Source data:
★ ★ ★ ★

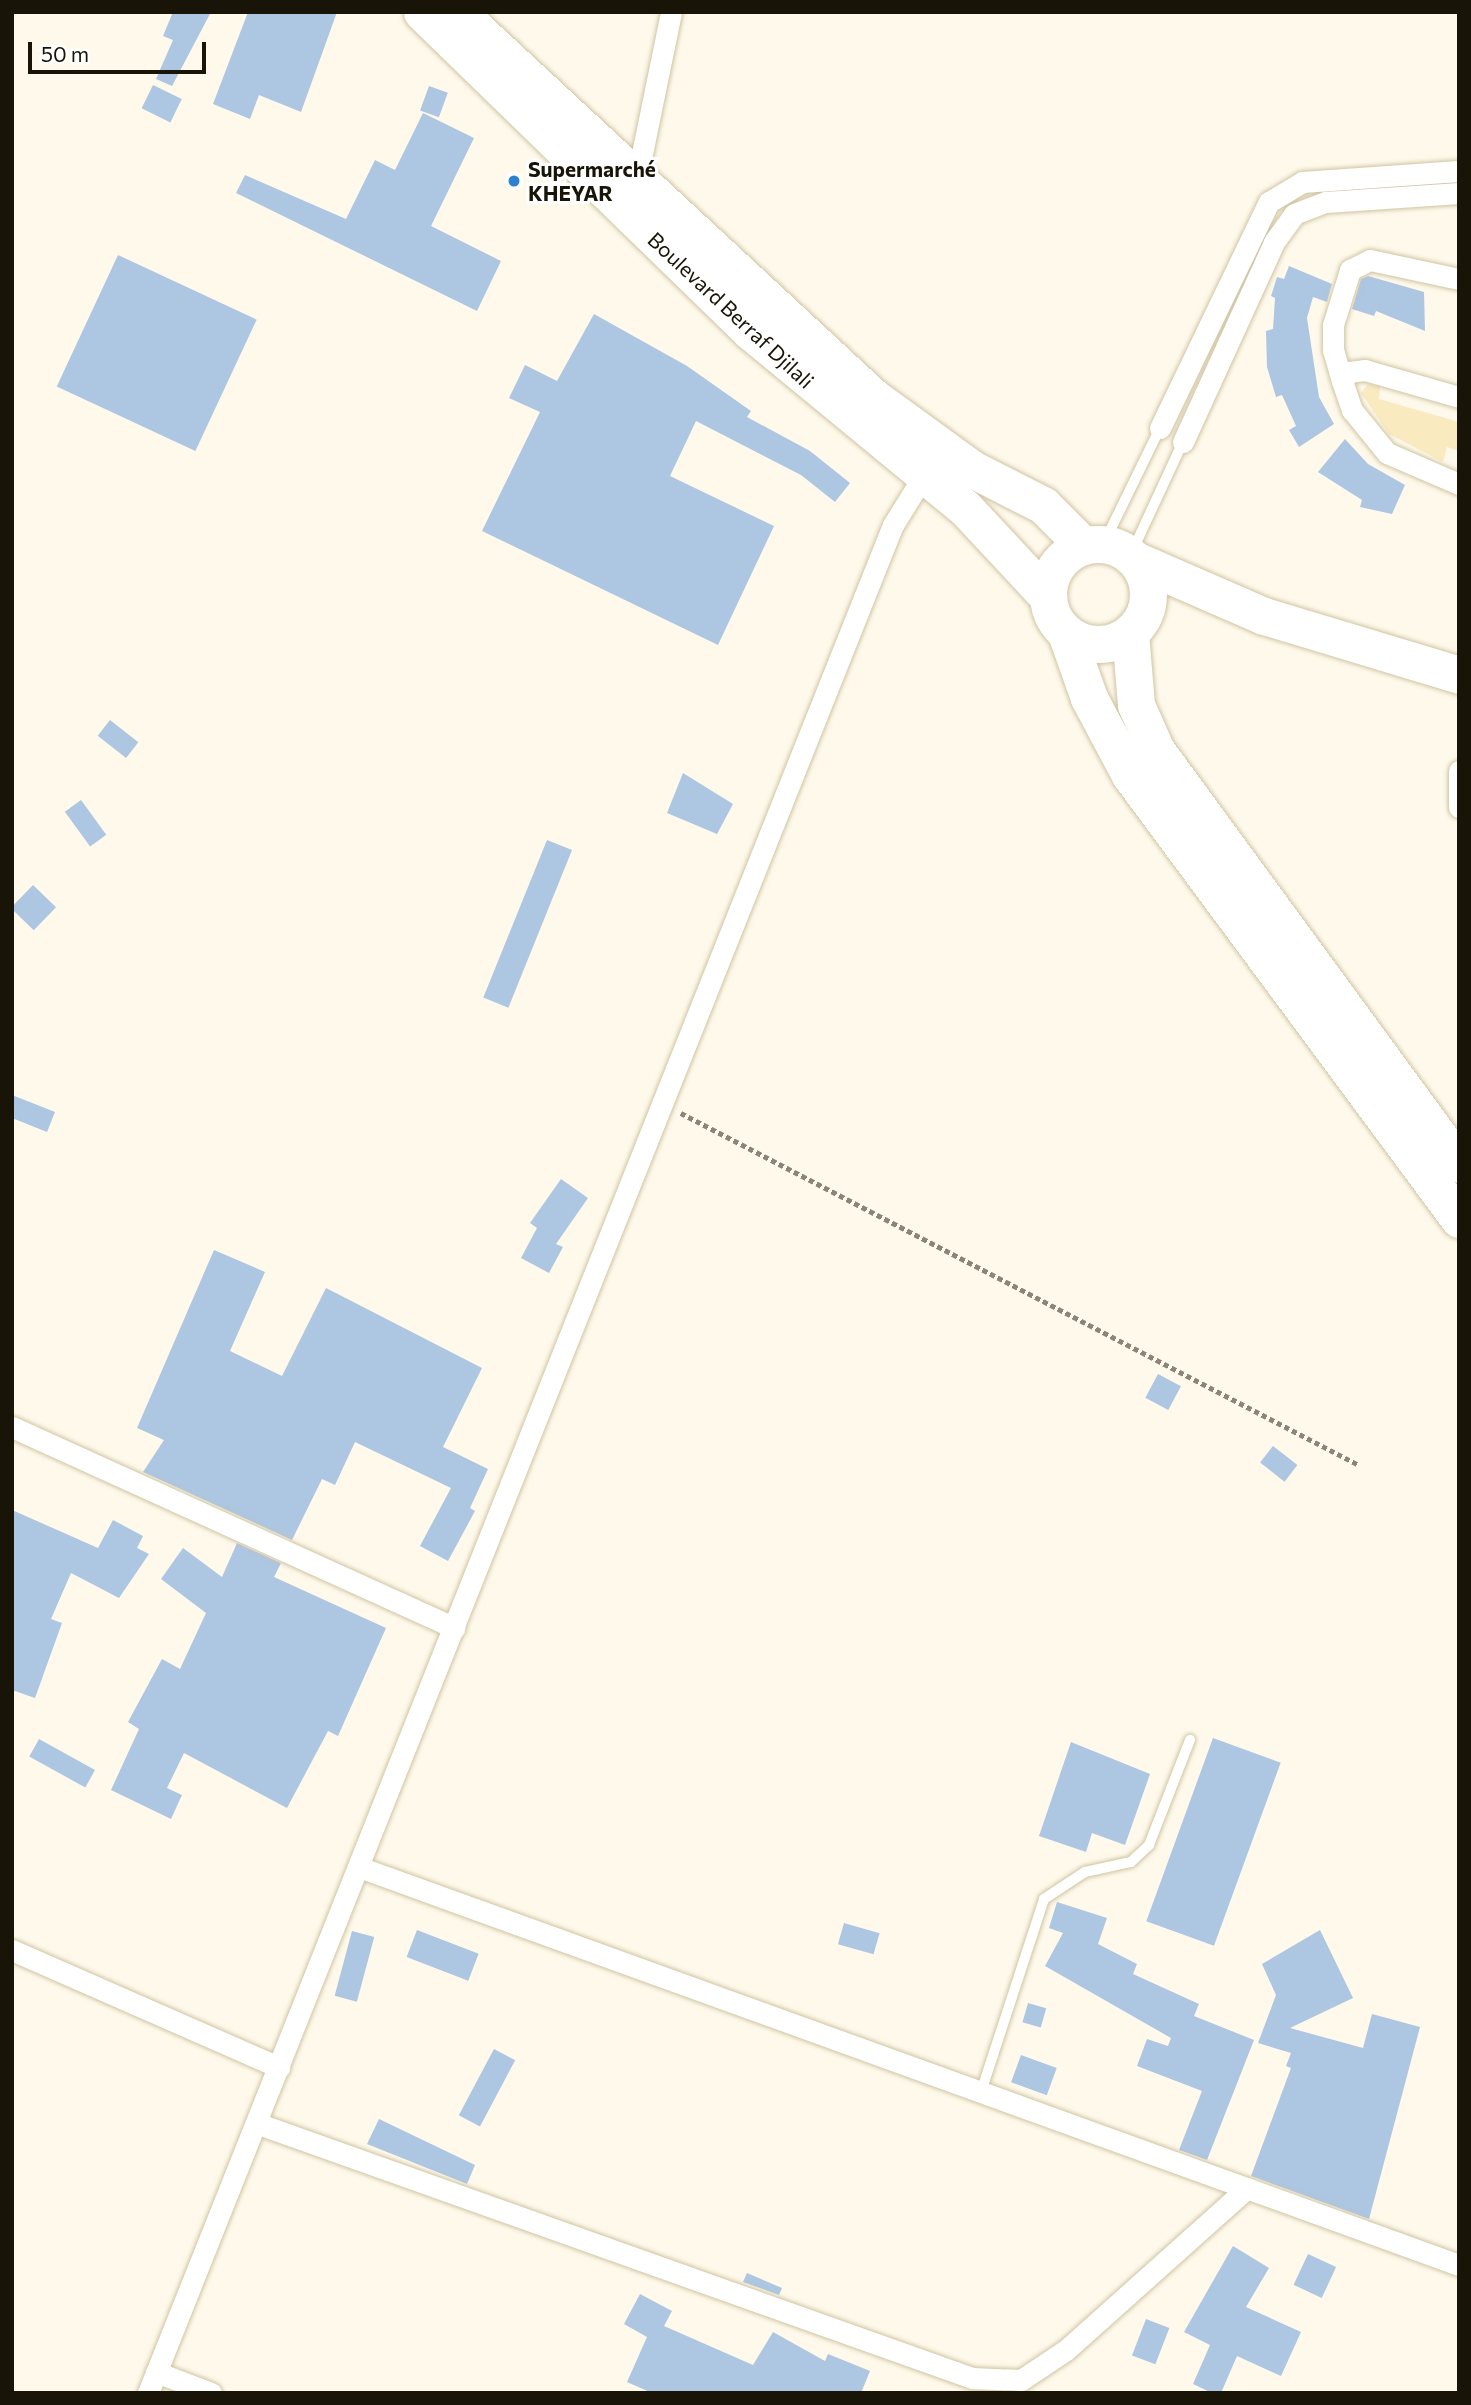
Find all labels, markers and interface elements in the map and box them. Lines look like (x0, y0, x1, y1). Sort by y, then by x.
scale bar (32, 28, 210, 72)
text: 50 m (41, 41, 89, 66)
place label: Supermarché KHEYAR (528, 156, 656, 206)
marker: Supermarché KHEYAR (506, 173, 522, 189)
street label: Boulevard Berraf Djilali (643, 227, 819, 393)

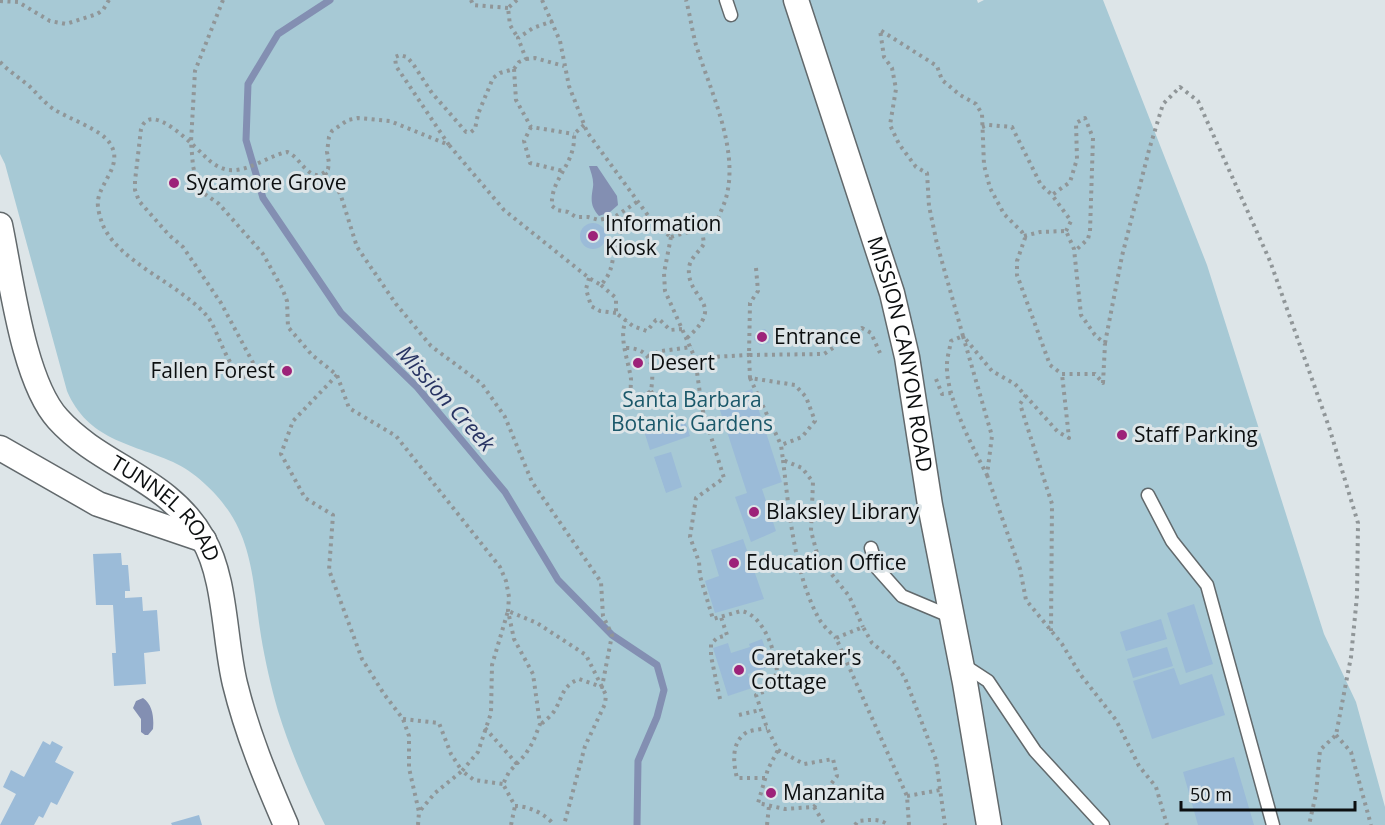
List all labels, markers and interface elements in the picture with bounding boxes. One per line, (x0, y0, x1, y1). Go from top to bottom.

★ ★ ★ ★

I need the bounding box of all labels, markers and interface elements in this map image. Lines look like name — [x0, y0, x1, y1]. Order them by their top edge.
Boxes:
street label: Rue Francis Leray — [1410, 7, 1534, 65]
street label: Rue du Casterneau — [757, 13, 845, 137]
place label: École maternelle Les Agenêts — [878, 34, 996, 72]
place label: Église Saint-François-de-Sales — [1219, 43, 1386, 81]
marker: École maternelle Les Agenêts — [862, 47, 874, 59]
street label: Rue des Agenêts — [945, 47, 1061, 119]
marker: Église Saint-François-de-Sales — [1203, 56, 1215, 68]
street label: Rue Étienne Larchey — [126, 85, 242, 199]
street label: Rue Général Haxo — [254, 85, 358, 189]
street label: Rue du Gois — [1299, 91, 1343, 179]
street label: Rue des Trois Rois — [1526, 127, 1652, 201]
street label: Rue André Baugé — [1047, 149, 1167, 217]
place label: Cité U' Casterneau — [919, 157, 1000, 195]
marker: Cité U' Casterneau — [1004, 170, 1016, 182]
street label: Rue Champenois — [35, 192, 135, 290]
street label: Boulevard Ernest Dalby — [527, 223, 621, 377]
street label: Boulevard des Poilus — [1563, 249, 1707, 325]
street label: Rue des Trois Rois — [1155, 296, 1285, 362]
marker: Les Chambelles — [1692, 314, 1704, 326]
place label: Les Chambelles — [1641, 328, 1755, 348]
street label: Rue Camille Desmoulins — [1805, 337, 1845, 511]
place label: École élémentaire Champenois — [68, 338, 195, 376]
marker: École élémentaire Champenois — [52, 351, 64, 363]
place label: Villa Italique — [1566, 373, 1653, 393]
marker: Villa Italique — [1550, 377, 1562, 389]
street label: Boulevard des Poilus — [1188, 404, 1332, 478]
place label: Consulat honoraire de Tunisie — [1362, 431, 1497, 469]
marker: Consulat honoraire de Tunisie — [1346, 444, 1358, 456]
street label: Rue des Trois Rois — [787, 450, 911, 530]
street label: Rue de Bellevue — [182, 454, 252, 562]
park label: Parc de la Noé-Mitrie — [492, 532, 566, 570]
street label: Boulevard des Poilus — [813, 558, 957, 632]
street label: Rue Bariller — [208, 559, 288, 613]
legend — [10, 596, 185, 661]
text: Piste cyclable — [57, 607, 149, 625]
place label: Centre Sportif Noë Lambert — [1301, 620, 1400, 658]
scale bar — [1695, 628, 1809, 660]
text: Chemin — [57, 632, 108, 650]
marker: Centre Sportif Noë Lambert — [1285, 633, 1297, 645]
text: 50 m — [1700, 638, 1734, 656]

★ ★ ★ ★

### Task prompt
From the records above, return each line where "bounding" occurs.

### Response to this task
List all labels, markers and interface elements in the picture with bounding boxes. One per line, (x0, y0, x1, y1). Go from top to bottom.
I need the bounding box of all labels, markers and interface elements in this map image. Lines look like name — [x0, y0, x1, y1]. Order them by their top edge.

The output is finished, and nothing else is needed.